In three days the Lord makes us alive and raises us up. This healing reminds us of Christ's three days in the grave. His death on the cross led to His burial. There He lay three days, until He arose again to proclaim victory. In Christ's rising from the dead, we too are guaranteed that we will be given life and be raised up. As a result of Christ's sacrifice and resurrection, we are healed from our sins and made alive. We are revived and restored from the diseased state we were in without Christ. We were lost in our trespasses but Christ has raised us up.
We see from that verse of our text just how high Christ has raised us: "After two days he will revive us; on the third day he will restore us, that we may live in his presence." The purpose of being revived and restored is so that we may live in His presence. Isn't that incredible! We who are lost and condemned without Christ are to live before Him. This means our God will look favorably upon us. He will not turn away, as rejecting us, but rather we will live right before Him. We will be able to look Him in the eyes. This is quite a healing for us pitiful sinners. Not only is it a position of great honor to be before the Lord's face, but it is also a position of great protection and grace. As the tax collectors and sinners ate with Jesus in our Gospel lesson, we who deserved to be rejected by God are to be welcomed into His presence, to eat with Him and be blessed by Him.
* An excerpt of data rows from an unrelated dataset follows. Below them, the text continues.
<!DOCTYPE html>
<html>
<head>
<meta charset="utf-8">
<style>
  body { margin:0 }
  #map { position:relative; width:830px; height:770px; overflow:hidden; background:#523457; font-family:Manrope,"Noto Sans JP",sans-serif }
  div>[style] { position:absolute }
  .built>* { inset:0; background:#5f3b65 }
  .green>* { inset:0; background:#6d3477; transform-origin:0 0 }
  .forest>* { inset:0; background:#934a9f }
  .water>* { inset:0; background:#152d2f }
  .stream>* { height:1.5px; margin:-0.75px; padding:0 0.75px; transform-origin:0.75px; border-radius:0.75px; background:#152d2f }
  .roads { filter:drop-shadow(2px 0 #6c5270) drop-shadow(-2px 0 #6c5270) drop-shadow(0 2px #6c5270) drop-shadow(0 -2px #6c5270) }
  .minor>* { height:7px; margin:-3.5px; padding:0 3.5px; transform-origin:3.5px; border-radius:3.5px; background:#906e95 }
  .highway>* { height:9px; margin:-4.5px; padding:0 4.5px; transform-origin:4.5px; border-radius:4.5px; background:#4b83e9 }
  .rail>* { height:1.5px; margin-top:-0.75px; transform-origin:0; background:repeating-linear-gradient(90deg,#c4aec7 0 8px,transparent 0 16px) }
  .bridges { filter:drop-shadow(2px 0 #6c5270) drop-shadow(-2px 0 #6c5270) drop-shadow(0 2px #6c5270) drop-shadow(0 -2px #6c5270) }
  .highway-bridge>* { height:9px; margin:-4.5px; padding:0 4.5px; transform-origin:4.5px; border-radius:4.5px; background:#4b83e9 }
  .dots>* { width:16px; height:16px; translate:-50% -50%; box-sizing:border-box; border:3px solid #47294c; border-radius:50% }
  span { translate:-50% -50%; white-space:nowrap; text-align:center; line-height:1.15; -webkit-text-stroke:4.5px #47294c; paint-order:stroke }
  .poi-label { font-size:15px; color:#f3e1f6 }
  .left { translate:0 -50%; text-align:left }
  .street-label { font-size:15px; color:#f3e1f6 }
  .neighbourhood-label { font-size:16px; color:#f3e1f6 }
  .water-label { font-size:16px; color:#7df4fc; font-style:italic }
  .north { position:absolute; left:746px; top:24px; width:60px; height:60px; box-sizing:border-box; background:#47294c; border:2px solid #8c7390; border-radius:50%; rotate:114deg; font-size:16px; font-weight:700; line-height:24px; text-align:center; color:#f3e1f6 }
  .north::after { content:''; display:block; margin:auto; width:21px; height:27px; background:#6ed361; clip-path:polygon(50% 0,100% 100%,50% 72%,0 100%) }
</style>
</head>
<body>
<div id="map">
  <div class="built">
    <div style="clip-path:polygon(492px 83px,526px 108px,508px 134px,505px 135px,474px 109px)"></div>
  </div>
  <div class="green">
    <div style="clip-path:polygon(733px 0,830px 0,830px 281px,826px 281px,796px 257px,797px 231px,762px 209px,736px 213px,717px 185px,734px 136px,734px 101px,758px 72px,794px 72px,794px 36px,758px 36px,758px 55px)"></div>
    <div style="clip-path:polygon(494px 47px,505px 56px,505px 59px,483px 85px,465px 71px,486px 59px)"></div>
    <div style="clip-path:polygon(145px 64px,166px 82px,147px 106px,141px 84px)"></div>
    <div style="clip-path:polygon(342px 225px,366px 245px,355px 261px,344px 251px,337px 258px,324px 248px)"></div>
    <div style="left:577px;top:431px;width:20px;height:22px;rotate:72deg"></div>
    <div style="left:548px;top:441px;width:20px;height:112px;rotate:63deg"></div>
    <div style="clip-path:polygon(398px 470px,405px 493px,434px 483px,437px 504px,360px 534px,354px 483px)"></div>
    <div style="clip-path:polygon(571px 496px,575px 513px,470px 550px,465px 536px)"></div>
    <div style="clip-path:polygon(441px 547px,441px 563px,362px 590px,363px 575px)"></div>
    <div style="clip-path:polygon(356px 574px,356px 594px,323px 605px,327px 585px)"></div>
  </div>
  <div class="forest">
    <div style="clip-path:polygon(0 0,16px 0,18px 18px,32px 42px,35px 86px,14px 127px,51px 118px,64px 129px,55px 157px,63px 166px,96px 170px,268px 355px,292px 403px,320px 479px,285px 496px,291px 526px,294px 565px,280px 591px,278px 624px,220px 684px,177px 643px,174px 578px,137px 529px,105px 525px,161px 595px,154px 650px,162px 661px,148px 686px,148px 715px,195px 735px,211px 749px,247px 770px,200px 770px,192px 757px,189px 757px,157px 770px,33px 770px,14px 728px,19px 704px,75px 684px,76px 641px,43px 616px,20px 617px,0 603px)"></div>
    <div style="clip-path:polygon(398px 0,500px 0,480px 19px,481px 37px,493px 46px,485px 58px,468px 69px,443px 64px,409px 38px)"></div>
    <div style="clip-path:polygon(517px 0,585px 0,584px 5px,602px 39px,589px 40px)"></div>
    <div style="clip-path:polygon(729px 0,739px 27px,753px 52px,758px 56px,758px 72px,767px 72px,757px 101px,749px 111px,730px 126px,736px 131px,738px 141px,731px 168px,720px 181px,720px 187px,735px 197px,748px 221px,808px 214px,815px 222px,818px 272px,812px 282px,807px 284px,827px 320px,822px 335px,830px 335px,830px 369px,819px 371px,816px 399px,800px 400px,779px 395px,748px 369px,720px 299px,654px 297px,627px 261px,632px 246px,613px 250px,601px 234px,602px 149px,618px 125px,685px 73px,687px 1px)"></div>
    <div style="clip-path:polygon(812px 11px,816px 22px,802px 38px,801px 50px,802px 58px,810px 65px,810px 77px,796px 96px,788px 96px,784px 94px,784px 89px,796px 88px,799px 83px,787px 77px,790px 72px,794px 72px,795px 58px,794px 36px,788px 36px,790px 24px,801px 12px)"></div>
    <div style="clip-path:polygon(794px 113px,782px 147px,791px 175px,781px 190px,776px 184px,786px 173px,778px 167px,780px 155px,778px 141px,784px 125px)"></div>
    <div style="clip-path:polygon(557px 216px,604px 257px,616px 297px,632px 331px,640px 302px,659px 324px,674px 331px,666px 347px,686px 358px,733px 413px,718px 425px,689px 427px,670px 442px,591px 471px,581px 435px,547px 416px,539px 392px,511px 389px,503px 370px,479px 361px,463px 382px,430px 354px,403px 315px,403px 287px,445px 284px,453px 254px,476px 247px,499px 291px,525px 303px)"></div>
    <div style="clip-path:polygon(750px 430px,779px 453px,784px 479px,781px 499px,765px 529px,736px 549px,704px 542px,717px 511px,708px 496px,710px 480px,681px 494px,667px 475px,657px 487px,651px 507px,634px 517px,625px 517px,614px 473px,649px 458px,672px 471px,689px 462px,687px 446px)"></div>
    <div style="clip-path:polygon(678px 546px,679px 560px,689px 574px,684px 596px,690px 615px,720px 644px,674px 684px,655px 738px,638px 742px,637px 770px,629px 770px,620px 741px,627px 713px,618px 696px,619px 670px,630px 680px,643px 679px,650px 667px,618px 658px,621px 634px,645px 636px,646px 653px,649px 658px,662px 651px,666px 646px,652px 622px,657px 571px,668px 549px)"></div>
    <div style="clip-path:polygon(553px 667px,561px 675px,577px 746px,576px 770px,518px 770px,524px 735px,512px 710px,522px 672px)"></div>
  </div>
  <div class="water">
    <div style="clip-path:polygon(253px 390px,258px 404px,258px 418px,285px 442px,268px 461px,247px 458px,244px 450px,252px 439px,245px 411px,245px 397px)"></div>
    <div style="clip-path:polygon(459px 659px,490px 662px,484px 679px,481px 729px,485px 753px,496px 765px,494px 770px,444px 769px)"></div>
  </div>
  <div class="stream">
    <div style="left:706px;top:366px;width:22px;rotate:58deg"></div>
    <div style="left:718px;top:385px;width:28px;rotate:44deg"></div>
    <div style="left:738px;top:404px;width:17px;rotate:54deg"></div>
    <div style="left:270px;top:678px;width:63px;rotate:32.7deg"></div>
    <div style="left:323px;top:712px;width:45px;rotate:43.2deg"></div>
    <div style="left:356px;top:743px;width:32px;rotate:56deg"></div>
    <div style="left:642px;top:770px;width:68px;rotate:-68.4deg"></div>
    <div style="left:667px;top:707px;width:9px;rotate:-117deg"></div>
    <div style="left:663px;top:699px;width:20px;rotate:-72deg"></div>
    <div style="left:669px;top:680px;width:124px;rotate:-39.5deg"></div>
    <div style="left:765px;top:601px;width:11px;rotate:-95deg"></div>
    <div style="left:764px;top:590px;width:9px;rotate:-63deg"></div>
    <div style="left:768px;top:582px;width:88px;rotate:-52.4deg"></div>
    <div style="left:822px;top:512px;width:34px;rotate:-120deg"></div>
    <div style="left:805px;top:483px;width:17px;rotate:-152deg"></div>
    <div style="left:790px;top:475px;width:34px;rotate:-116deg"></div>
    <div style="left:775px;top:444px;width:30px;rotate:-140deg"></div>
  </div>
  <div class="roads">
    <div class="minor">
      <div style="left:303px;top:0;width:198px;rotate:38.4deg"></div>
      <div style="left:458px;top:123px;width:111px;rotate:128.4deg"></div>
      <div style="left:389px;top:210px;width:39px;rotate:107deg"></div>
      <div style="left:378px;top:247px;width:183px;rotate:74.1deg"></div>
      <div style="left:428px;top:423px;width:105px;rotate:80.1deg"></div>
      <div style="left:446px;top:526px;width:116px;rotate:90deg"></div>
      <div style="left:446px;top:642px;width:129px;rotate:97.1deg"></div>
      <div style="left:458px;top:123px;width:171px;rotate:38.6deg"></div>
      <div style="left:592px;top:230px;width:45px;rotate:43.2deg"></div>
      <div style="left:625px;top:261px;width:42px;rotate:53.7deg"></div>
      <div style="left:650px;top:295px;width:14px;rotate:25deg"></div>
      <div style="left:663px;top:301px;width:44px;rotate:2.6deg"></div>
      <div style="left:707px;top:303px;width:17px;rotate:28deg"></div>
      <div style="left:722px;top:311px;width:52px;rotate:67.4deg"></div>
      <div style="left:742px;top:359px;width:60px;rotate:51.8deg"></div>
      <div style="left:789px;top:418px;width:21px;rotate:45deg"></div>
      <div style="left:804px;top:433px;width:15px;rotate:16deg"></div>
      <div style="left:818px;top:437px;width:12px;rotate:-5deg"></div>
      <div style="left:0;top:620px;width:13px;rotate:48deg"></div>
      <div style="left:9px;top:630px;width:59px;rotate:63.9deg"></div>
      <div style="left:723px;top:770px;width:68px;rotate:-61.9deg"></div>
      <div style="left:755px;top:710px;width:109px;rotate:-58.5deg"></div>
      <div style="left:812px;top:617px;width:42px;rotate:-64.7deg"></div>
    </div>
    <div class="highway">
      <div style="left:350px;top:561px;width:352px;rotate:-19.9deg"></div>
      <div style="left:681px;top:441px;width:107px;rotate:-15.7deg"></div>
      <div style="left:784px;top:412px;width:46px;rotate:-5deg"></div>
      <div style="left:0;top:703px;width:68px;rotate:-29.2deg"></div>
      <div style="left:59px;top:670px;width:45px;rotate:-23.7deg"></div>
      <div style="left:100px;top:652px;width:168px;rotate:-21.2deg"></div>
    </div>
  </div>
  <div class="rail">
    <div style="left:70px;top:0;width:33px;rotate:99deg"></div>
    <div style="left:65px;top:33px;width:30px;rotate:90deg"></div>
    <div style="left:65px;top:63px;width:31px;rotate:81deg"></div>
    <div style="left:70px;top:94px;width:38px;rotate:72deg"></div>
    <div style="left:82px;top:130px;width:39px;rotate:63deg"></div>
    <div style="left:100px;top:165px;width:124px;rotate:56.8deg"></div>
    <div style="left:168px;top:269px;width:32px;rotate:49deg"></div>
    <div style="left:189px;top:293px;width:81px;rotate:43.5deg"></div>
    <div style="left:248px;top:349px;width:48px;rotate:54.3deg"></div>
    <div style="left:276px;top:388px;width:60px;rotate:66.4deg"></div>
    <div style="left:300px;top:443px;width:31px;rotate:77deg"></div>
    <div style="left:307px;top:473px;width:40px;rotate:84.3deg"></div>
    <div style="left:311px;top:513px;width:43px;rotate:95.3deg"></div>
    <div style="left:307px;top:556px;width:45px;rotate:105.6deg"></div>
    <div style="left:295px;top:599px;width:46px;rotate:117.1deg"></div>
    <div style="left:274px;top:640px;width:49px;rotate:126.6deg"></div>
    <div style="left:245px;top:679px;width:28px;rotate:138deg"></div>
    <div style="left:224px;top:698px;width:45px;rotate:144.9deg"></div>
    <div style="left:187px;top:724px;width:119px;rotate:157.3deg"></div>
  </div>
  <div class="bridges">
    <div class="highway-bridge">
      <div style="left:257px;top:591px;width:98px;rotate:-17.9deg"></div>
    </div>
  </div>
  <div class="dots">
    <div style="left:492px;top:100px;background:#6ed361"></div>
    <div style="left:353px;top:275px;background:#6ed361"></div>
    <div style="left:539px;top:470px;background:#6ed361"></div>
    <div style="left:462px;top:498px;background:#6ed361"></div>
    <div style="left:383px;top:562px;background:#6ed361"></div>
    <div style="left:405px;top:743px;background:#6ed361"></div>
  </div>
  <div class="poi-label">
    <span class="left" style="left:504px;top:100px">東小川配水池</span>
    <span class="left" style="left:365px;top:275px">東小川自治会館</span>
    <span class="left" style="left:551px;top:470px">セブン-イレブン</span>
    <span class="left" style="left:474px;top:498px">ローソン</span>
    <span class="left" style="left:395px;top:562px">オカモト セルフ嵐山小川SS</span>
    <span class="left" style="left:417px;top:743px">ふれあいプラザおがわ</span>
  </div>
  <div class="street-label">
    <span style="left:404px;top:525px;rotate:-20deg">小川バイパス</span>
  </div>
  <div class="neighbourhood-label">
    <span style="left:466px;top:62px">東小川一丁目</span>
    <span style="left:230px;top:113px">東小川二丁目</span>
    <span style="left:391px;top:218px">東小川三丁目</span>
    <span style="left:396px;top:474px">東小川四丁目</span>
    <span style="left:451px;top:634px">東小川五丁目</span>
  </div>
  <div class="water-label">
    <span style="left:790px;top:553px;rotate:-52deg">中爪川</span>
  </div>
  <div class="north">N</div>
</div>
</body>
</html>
All this occurs through Christ healing us from our sins.
This healing from Christ is a wonderful thing. It is a gift which He gives in many forms and repeatedly. We need to continue to receive the healing and be blessed by it. So, this is why we should come here to our divine services. We come to be served by our Lord and healed by Him.
We come to be healed with the Absolution. We confess our sins and then hear how they are removed by Christ, with the pastor speaking the words for Christ. The sins forgiven on earth are forgiven in heaven. We come to receive healing through the Lord's Supper. Our Lord's body and blood are offered to us for the remission of sins. We come to be healed with the Word. We are restored through the Gospel of forgiveness via the read and preached Word. Our liturgy and hymns proclaim Christ's healing to us. These are all the gifts of healing the Lord gives to us here in His divine service.
We come to our Lord, then, not because it is required, not to make Him happy, not to avoid punishment, but rather we come to be blessed with healing. We come to have the wounds of our sins wrapped and the torment of our trespasses removed.
Our sins are a sickness from which we need to be healed. Our Lord helps us see our illness through the Law. Then our Savior wants to heal us in the Divine Service. We come here to be healed. In the last verse of Hosea the Lord says: NKJ Hosea 14:4 "I will heal their backsliding, I will love them freely, For My anger has turned away from him." We come to hear of that love, forgiveness and healing. We are revived and restored, raised and given life, by the one who spent three days in the tomb for us, Jesus Christ. Amen.
Now may the peace of God which passes all understanding keep your hearts and minds in Christ Jesus. Amen.